Queries: using SPARQL#

Binder

SimPhoNy sessions store the ontology individual information using the RDF standard in an RDF graph object from the RDFLib library. This means that they are naturally compatible with the SPARQL 1.1 Query Language for RDF graphs.

SPARQL queries can be invoked both from a function in the search module or from the sparql method of the session object. Both are equivalent, except for the fact that a target session can be passed to the function from the search module, whereas for the sparql method of the session object, the target session is fixed.

[1]:
from simphony_osp.tools.search import sparql

Freiburg and Paris will serve as an example again to showcase this functionality.

[2]:
from simphony_osp.namespaces import city, owl, rdfs
from simphony_osp.session import core_session

# Create a city called "Freiburg"
freiburg = city.City(name="Freiburg", coordinates=[47.997791, 7.842609])
freiburg_neighborhoods = [
    city.Neighborhood(name=name, coordinates=coordinates)
    for name, coordinates in [
        ('Altstadt', [47.99525, 7.84726]),
        ('Stühlinger', [47.99888, 7.83774]),
        ('Neuburg', [48.00021, 7.86084]),
        ('Herdern', [48.00779, 7.86268]),
        ('Brühl', [48.01684, 7.843]),
    ]
]
freiburg_citizens = {
    city.Citizen(name='Nikola', age=35,
                 iri="http://example.org/entities#Nikola"),
    city.Citizen(name='Lena', age=70,
                 iri="http://example.org/entities#Lena"),
}
freiburg[city.hasPart] |= freiburg_neighborhoods
freiburg[city.hasInhabitant] |= freiburg_citizens

# Create a city called "Paris"
paris = city.City(name="Paris", coordinates=[48.85333, 2.34885])
paris_neighborhoods = {
    city.Neighborhood(name=name, coordinates=coordinates)
    for name, coordinates in [
        ('Louvre', [48.86466, 2.33487]),
        ('Bourse', [48.86864, 2.34146]),
        ('Temple', [48.86101, 2.36037]),
        ('Hôtel-de-Ville', [48.85447, 2.35902]),
        ('Panthéon', [48.84466, 2.3471]),
    ]
}
paris_citizens = {
    city.Citizen(name='François', age=32)
}
paris[city.hasPart] |= paris_neighborhoods
paris[city.hasInhabitant] = paris_citizens

Start by getting all objects connected to Freiburg.
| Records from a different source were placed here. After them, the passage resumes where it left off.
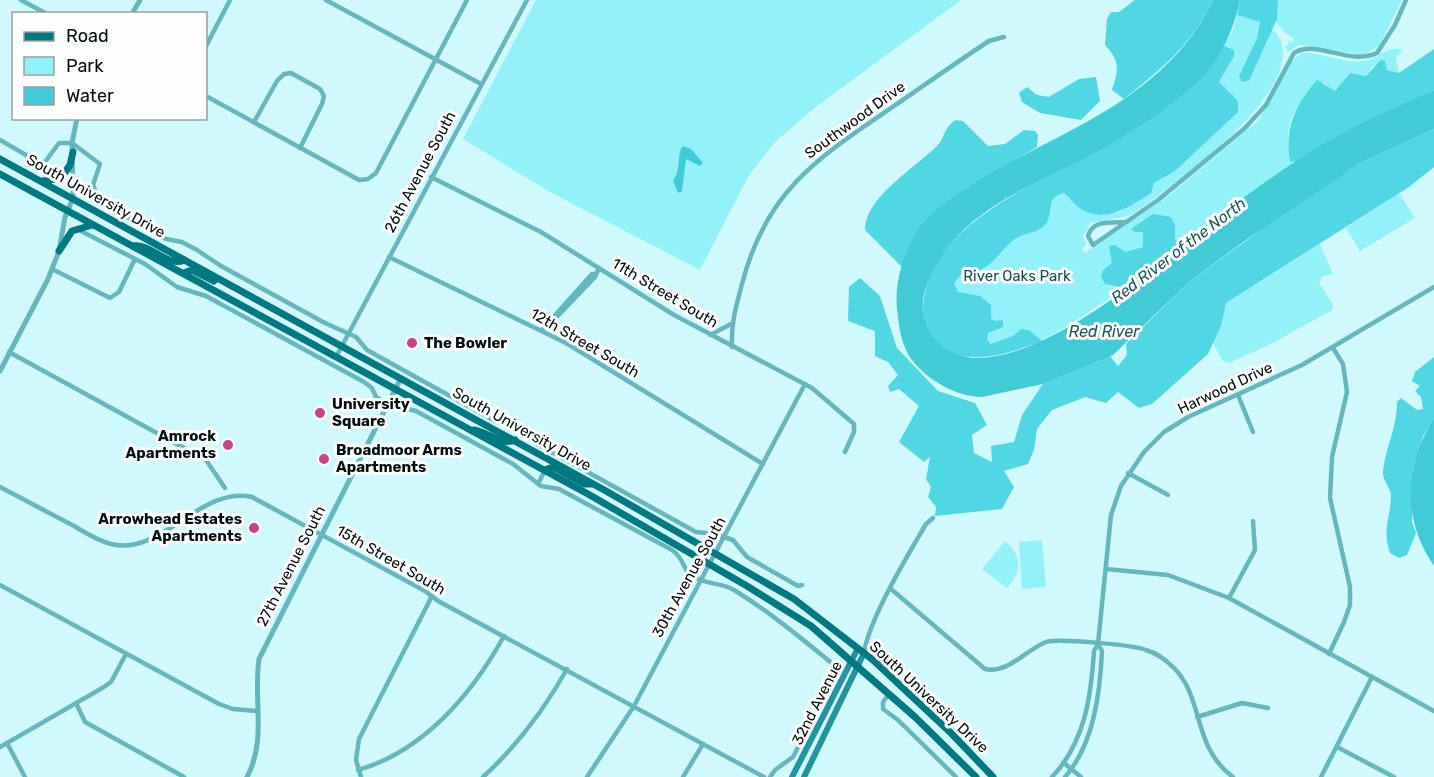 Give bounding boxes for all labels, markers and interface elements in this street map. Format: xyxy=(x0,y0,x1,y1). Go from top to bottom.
legend xyxy=(12,12,207,120)
text: Road xyxy=(66,25,109,47)
text: Park xyxy=(66,55,104,77)
street label: Southwood Drive xyxy=(801,78,909,162)
text: Water xyxy=(66,85,114,107)
street label: 26th Avenue South xyxy=(381,108,459,236)
street label: South University Drive xyxy=(23,150,169,242)
water label: Red River of the North xyxy=(1107,193,1249,307)
street label: 11th Street South xyxy=(609,254,721,332)
park label: River Oaks Park xyxy=(963,267,1071,285)
street label: 12th Street South xyxy=(527,304,643,382)
water label: Red River xyxy=(1069,322,1140,341)
place label: The Bowler xyxy=(424,334,507,352)
marker: The Bowler xyxy=(405,336,419,350)
street label: Harwood Drive xyxy=(1175,358,1275,418)
street label: South University Drive xyxy=(449,383,595,475)
place label: University Square xyxy=(332,395,410,430)
marker: University Square xyxy=(313,406,327,420)
place label: Amrock Apartments xyxy=(126,427,216,462)
marker: Amrock Apartments xyxy=(221,438,235,452)
place label: Broadmoor Arms Apartments xyxy=(336,441,462,476)
marker: Broadmoor Arms Apartments xyxy=(317,452,331,466)
street label: 27th Avenue South xyxy=(253,503,329,629)
place label: Arrowhead Estates Apartments xyxy=(98,510,242,545)
street label: 30th Avenue South xyxy=(648,514,730,640)
marker: Arrowhead Estates Apartments xyxy=(247,521,261,535)
street label: 15th Street South xyxy=(333,521,449,599)
street label: South University Drive xyxy=(866,637,992,757)
street label: 32nd Avenue xyxy=(788,658,846,748)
This will return a query result object. Such object inherits from RDFLib’s SPARQLResult object. The example below illustrates the its basic functionality. Check RDFLib’s documentation to learn all the capabilities of the SPARQLResult object.

[3]:
result = sparql(  # no session specified, uses the default session (Core Session in this example)
    f"""SELECT ?o WHERE {{
        <{freiburg.identifier}> ?p ?o .
    }}
    """
)

print(
    len(result),  # number of rows in the result
    bool(result)  # True when at least one match has been found
)

for row in result:  # iterating the result yields ResultRow objects
    print(row.__repr__())
    # ResultRows inherint from tuples
    # the order of the variables passed to the query is respected

    print(row[0].__repr__())  # a specific variable can be accessed using either its position,
    print(row['o'].__repr__())  # or name

    print(row.get('unknown_variable', None))  # a dict-like `get` method is available

    print(row.asdict())  # transforms the row into a dictionary

    break  # only one result is shown in order not to flood this page
10 True
(rdflib.term.Literal('13YFp0RR93AD@t&xBo{#)k4YS)LtJz', datatype=rdflib.term.URIRef('https://www.simphony-osp.eu/types#Vector')),)
rdflib.term.Literal('13YFp0RR93AD@t&xBo{#)k4YS)LtJz', datatype=rdflib.term.URIRef('https://www.simphony-osp.eu/types#Vector'))
rdflib.term.Literal('13YFp0RR93AD@t&xBo{#)k4YS)LtJz', datatype=rdflib.term.URIRef('https://www.simphony-osp.eu/types#Vector'))
None
{'o': rdflib.term.Literal('13YFp0RR93AD@t&xBo{#)k4YS)LtJz', datatype=rdflib.term.URIRef('https://www.simphony-osp.eu/types#Vector'))}

All results from the query are by default RDFLib objects (e.g. URIRef, Literal, …). However, query results from SimPhoNy feature the capability to easily convert the results to other data types using keyword arguments.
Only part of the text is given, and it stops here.